HOLGER СZUKAI – PERSIAN LOVE

WEST TO EAST: GEOGRAPHY OF SOUND

Holger Czukay. London, January 1974/Michael Putland/Getty Images

Qalam strives to explore the interpenetration of different cultures. To this end, we have decided to launch a series of playlists in which music mediates between different geographical and ideological spaces. Our first playlist is called ‘West to East: One Hundred Best Songs’. It will be updated several times a week, and its curation will focus on how Western pop culture has reflected the realities of the East, whether they are musical, geographical, religious, or political. (The terms ‘West’ and ‘East’ should be taken as broadly and arbitrarily as possible.)

The quasi-experimental German rock band Can always had rather strong connections with the East. Take, for example, their Japanese vocalist, Damo Suzuki, or the many Turkish echoes in their album names. However, the song ‘Persian Love’ from their ex-member Holger Czukay's debut solo album Movies (1979) is something altogether different and quite phenomenal.

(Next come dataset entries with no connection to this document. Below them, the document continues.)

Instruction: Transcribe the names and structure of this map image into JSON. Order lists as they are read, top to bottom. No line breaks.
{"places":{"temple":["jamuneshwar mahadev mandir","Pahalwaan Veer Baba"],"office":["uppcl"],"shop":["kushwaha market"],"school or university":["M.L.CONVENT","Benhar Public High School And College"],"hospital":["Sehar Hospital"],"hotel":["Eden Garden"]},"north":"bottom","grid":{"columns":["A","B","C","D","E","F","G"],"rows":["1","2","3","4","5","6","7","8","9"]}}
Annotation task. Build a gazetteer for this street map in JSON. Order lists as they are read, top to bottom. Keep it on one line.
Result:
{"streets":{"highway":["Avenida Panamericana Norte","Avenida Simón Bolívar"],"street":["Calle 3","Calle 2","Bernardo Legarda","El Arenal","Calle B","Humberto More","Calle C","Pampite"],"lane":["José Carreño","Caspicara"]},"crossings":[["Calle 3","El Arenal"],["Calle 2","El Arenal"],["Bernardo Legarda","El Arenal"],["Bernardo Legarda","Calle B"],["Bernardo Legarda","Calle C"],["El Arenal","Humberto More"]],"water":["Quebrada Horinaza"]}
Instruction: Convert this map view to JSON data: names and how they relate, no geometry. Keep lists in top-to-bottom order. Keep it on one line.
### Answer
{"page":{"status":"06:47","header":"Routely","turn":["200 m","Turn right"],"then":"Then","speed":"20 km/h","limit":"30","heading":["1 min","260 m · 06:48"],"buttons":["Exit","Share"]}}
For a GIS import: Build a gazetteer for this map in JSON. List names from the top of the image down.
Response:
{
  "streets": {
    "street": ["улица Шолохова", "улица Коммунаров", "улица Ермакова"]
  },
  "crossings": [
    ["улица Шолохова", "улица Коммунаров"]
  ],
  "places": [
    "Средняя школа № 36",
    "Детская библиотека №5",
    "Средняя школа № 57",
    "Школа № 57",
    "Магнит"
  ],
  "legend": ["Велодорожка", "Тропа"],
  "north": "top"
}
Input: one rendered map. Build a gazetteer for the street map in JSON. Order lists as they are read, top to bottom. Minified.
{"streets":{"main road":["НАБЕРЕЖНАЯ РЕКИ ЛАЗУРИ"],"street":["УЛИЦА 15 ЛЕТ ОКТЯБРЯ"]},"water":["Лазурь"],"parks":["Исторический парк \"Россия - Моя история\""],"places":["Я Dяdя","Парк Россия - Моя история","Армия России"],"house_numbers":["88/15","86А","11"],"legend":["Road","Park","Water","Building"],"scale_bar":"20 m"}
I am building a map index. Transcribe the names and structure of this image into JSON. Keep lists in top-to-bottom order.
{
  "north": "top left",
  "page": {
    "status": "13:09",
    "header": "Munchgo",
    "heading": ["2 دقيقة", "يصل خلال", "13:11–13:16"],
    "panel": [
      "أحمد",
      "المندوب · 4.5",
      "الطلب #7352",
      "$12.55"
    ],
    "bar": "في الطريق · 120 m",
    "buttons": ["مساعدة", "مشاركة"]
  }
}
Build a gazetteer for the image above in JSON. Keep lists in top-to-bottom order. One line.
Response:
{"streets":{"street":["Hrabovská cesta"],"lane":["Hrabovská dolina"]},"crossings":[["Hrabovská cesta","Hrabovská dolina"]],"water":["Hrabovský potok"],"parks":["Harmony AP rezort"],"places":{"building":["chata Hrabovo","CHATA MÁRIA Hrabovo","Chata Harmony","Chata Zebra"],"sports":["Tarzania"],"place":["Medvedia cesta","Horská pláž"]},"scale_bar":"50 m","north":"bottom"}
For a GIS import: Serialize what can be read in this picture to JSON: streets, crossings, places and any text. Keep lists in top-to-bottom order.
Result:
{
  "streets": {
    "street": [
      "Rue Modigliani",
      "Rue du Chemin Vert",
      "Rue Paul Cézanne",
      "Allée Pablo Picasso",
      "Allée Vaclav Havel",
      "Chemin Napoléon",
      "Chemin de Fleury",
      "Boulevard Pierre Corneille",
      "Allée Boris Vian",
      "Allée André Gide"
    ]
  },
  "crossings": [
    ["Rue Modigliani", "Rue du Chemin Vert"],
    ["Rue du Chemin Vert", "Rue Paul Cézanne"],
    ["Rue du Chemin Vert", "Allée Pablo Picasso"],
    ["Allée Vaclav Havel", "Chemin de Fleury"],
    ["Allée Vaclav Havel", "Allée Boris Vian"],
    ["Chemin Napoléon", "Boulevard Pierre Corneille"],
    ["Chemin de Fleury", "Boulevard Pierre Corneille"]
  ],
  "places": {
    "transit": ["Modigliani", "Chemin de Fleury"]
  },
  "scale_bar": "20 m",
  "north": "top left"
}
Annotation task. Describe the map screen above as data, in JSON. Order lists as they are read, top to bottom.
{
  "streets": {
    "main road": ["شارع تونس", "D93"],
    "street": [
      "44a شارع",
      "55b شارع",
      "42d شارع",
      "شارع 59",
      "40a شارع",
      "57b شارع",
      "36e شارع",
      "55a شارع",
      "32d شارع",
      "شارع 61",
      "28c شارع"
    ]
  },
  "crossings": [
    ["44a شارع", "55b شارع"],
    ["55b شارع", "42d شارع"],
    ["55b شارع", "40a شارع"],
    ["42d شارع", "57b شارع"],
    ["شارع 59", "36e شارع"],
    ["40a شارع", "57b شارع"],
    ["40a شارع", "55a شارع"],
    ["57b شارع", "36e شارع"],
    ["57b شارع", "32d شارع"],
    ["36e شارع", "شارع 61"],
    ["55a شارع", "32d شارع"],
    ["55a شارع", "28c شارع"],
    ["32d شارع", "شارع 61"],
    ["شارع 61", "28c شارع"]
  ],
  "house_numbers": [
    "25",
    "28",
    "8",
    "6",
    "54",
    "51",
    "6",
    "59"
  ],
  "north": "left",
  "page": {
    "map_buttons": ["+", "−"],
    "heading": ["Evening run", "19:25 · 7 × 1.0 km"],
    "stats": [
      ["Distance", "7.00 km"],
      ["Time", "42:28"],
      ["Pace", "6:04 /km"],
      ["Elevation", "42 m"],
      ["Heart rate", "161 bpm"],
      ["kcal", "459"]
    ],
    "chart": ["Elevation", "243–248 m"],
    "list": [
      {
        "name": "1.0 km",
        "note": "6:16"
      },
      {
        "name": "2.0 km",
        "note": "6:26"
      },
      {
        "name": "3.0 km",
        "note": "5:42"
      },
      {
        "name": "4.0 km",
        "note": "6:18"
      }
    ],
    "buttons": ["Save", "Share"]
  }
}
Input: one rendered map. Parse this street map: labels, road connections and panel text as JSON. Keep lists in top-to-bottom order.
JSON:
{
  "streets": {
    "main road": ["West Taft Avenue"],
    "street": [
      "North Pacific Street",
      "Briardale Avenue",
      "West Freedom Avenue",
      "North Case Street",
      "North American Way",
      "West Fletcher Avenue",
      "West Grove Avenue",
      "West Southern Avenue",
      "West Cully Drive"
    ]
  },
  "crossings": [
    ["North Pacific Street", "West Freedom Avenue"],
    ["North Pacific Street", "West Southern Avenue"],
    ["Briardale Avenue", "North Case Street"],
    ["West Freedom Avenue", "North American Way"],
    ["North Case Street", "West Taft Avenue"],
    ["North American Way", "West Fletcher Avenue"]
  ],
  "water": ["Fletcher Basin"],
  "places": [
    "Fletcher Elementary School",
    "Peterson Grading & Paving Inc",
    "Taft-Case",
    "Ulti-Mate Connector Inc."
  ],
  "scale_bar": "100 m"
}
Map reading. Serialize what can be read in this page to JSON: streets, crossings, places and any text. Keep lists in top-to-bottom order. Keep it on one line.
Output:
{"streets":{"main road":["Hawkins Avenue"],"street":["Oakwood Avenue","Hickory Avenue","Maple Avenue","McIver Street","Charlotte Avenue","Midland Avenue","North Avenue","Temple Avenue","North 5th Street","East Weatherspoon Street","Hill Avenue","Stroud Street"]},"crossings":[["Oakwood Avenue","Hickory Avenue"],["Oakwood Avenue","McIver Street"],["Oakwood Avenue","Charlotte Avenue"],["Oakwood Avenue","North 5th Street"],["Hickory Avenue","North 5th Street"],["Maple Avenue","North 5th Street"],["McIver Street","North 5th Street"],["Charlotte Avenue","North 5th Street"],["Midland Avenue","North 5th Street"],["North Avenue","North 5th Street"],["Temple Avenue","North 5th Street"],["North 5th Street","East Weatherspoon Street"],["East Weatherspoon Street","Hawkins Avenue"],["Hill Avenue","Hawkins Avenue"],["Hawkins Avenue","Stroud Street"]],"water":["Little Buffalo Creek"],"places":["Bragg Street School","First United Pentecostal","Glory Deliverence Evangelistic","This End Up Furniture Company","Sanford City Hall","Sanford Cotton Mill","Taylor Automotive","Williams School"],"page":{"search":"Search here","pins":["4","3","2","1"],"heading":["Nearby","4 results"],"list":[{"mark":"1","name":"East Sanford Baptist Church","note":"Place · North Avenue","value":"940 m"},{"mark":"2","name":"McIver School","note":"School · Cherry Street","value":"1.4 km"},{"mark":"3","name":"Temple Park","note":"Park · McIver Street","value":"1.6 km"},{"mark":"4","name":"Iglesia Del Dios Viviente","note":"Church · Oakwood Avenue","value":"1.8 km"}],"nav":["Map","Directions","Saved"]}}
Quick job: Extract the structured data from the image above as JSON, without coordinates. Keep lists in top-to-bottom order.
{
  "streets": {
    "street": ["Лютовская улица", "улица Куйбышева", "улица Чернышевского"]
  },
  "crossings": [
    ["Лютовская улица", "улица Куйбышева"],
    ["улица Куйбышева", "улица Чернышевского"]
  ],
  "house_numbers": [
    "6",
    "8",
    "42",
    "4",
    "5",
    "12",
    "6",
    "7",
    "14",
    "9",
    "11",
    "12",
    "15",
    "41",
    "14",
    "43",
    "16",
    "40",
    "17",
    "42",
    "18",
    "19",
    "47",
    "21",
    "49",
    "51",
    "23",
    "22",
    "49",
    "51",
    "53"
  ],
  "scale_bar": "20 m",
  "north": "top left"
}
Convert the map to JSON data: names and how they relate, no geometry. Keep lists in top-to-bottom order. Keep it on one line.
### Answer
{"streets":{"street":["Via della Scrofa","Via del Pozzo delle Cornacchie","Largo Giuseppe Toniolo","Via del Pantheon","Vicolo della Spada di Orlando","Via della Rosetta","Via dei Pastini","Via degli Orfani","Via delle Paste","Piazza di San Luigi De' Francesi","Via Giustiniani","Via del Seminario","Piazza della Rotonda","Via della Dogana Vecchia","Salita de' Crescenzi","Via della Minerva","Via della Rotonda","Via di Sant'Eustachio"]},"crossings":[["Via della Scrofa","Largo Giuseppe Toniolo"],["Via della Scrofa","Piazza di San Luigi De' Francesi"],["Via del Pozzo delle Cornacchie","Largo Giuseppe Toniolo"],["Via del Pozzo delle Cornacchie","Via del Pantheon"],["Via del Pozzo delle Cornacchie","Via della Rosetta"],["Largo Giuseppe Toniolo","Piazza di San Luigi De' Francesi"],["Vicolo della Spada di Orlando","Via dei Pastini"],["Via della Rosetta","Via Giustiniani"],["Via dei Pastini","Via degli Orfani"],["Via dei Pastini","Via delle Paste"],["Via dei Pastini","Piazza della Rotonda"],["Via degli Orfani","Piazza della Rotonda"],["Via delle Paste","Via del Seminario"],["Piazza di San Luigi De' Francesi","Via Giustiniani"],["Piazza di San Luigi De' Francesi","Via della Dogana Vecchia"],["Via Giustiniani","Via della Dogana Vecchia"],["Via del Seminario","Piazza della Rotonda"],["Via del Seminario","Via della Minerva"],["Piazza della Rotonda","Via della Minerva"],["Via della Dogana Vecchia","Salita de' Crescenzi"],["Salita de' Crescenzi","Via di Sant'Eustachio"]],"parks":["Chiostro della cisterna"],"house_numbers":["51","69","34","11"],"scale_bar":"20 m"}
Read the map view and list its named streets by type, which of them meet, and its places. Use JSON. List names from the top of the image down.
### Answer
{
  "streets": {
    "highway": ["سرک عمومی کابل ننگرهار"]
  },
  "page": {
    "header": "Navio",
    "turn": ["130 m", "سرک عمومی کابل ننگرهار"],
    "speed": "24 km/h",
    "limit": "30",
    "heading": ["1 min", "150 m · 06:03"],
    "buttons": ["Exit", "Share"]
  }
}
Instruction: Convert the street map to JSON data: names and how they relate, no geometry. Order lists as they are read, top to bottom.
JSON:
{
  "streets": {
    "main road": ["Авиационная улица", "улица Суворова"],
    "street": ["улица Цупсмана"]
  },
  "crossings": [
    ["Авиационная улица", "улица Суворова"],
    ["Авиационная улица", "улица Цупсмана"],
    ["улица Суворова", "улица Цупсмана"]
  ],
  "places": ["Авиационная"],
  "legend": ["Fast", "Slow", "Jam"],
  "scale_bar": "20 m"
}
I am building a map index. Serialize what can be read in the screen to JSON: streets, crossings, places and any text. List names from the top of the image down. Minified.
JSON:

In this song, Czukay basically laid the foundations of modern-day sampling, manually putting together fragments of Iranian chants that he obtained from the shortwave radio (one can hear the voice of the famous singer Marzieh in particular). Brian Eno, who was present for some of the Cologne studio sessions, would subsequently actively use this technique.

‘Persian Love’ is a serious and complicated step in the development of the world music genre itself, which would fully blossom in the 1980s.